As I move on with my life as a single woman, I plan to continue using marijuana.  I want to become more healthy, positive, and spiritual.  I also want to be more self-sufficient and productive.  For anyone who wants me to feel guilty about using this natural substance, I’d like to point out that we all need something to survive.  After spending most of my life feeling sad, anxious, and depressed, I realize there’s some kind of deficiency in me.  It’s not my situation that’s to blame.  The problem is inside my brain.  Marijuana helps to correct the problem, whatever it is, and I refuse to feel guilty about using it.

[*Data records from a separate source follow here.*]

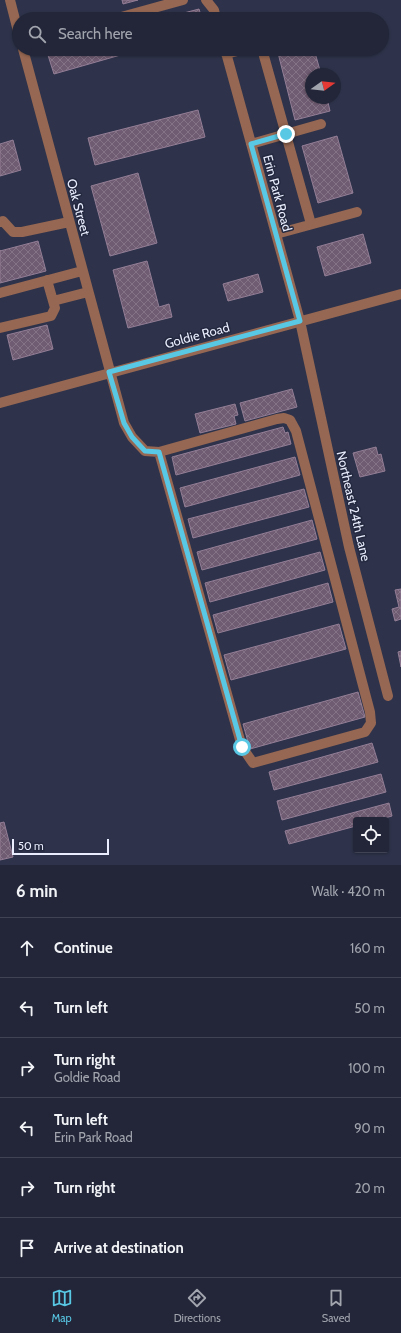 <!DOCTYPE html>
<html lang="en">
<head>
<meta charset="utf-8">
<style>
  :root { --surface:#222638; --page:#2a2e40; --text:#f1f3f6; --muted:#a2a5ae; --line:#3f4353; --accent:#59c8e5 }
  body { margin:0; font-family:Cabin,sans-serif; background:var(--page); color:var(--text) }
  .controls { position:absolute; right:12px; bottom:12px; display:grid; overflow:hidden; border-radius:4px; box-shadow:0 1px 3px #0004 }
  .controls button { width:36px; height:36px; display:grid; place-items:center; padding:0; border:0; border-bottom:1px solid var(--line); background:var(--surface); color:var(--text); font:20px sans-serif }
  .compass { position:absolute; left:305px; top:68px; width:36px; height:36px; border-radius:50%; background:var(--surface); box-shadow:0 1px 3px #0004; rotate:75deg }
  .scale { position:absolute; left:12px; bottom:10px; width:97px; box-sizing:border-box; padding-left:4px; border:2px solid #e9edfd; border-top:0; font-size:11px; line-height:14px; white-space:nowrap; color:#e9edfd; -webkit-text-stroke:3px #242940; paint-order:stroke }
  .stop { position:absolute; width:12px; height:12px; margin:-9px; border:3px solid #59c8e5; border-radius:50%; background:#fff }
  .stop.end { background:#59c8e5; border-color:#fff; box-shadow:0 1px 4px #0008 }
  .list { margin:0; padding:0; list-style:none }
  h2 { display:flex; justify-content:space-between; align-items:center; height:52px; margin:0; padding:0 16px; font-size:17px }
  h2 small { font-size:13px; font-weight:400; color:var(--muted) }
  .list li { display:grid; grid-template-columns:26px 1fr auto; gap:12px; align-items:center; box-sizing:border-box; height:60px; padding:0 16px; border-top:1px solid var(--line) }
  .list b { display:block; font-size:15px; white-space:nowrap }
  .list p { margin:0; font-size:13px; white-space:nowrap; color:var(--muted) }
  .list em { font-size:13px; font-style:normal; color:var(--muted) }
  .icon { flex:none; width:22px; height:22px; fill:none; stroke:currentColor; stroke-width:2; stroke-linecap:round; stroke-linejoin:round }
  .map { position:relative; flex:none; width:401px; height:865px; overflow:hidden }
  .search { position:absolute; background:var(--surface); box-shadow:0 1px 3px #0004; left:12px; right:12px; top:12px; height:44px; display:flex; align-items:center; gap:10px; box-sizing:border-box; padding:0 14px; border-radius:22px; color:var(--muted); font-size:15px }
  .sheet { height:412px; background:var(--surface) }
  nav { display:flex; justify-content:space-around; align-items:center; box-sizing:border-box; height:56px; border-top:1px solid var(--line); background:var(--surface); font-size:11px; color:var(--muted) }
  nav a { display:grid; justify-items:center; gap:2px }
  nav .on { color:var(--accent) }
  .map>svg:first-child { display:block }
</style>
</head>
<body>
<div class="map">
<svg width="401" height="865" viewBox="0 0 401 865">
  <defs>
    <pattern id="building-cross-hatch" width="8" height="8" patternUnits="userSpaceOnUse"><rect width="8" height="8" fill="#6f5b72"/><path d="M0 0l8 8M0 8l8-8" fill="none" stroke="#847387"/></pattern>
  </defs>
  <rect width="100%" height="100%" fill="#2e334b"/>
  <path fill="url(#building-cross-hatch)" stroke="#937e96" d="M122,0h16l-15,4z
    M199,9l3,10h-41z
    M46,49h85v3l-77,22z
    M134,49h12l-11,3z
    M277,49h37l7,25h-10v24h16l3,13 -35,9z
    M198,110l7,27 -110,28 -7,-27z
    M337,136l16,57 -35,10 -16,-57z
    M13,140l8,30 -21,6v-32z
    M138,173l19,70 -47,13 -19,-70z
    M363,234l8,29 -46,13 -8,-29z
    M38,241l8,30 -46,12v-33v1z
    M147,261l12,46 10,-3 3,13 -44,11 -15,-58z
    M258,274l5,18 -35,9 -5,-17z
    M47,325l6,24 -40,11 -6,-25z
    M292,389l5,18 -52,14 -5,-18z
    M235,404l3,11 -4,1 2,8 -36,9 -5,-19z
    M283,427l2,6 3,-1 3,12 -115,31 -4,-18z
    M376,447l2,8 3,-1 4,17 -25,6 -7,-24z
    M295,457l5,18 -115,32 -5,-19z
    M304,489l5,18 -116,31 -5,-19z
    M312,520l5,19 -115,31 -5,-18z
    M320,552l5,18 -115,32 -5,-19z
    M328,583l5,19 -115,31 -5,-18z
    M401,589v30l-6,2 -3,-12 7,-2 -4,-17z
    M339,624l7,25 -115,31 -7,-25z
    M401,651v16l-3,-15z
    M358,692l7,25 -115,32 -7,-25z
    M372,743l6,19 -104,28 -5,-18z
    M381,774l5,18 -104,28 -5,-19z
    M389,803l3,13 -15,4h-21v6l-67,18 -4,-13z
    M4,822l9,35 -13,3v-37z"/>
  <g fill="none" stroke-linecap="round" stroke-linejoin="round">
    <path stroke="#966752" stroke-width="10" d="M10,0l9,35
      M206,0l8,10 2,9
      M114,19l69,-19
      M23,49l101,374 8,14 13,14 14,1 118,-33 7,-1 6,2 6,11 74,281 1,11 -6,9 -112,31 -11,-16 -83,-295
      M225,49l75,272 49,226 39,149
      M262,49l49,175
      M226,54l19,-5
      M251,144l70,-20
      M0,222l3,-1 10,11h9l47,-10
      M276,234l81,-22
      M0,293l82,-22
      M53,301l35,-9
      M0,328l51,-12 4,-8 -8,-28
      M0,403l401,-109"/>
  </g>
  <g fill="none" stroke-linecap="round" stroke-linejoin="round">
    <path stroke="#59c8e5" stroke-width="5" d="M242,747l-83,-295 -14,-1 -13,-14 -8,-14 -15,-51 191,-51 -49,-177 35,-10"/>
  </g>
  <g text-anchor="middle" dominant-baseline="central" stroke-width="3" stroke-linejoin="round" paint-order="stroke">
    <g font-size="13" fill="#e9edfd" stroke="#242940">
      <text transform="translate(278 193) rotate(75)">Erin Park Road</text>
      <text transform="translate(79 207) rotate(75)">Oak Street</text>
      <text transform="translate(197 335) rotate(-15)">Goldie Road</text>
      <text transform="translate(354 506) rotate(77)">Northeast 24th Lane</text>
    </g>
  </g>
</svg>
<div class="controls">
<button><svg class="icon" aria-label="locate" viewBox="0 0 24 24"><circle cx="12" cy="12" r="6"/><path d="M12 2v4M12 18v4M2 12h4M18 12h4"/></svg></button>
</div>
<svg class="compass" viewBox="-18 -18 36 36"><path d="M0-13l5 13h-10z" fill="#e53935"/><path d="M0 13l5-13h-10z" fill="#a2a5ae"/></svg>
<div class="scale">50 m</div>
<div class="stop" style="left:242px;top:747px"></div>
<div class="stop end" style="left:286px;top:134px"></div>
<div class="search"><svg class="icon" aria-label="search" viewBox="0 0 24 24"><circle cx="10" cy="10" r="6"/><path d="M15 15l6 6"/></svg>Search here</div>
</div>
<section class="sheet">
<h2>6 min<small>Walk · 420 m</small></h2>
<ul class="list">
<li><svg class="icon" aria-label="ahead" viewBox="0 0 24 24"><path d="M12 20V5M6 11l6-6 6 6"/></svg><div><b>Continue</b></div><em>160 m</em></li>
<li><svg class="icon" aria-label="left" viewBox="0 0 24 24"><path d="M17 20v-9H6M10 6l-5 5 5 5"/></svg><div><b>Turn left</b></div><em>50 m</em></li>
<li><svg class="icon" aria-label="right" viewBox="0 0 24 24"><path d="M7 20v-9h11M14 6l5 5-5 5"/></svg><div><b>Turn right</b><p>Goldie Road</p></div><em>100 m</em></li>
<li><svg class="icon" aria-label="left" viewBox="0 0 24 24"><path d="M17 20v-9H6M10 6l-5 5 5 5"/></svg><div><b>Turn left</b><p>Erin Park Road</p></div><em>90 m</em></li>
<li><svg class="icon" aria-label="right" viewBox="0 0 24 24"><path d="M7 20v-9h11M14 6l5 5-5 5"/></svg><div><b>Turn right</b></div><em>20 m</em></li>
<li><svg class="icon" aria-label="arrive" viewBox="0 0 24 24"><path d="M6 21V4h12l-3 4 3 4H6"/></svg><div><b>Arrive at destination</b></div></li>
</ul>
</section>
<nav>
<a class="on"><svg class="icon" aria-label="map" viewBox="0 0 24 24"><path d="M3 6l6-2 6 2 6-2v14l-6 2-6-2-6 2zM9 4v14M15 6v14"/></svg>Map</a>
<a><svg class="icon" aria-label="directions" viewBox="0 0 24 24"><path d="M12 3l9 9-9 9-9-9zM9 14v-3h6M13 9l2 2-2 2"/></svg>Directions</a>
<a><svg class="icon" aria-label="saved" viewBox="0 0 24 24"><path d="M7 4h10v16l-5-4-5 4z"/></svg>Saved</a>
</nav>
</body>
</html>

I’ve found marijuana to be helpful with depression, anxiety, addiction, and negative compulsions.  I normally smoke pot in the form of cigarettes rather than ingesting it.  It seems I can regulate the dosage better that way, because the effects are faster.  I take just a few puffs and then wait to see how I feel.  I can always take more if I need it, but that way I avoid feeling too stoned and out of it.  One joint normally lasts me two days.  I may use it as much as twice a day if the effects are positive and cut back if I notice any ill effects (like headache).  I just learned about vaporizers and would like to try that to avoid smoker’s cough.

Thankfully I’ve never been busted, but now that I know I want to use marijuana as a medication, I’ve actually considered moving to another state.  In my home state I could spend six months in jail for a first offense possession.  Hmm, Mississippi is looking good at the moment.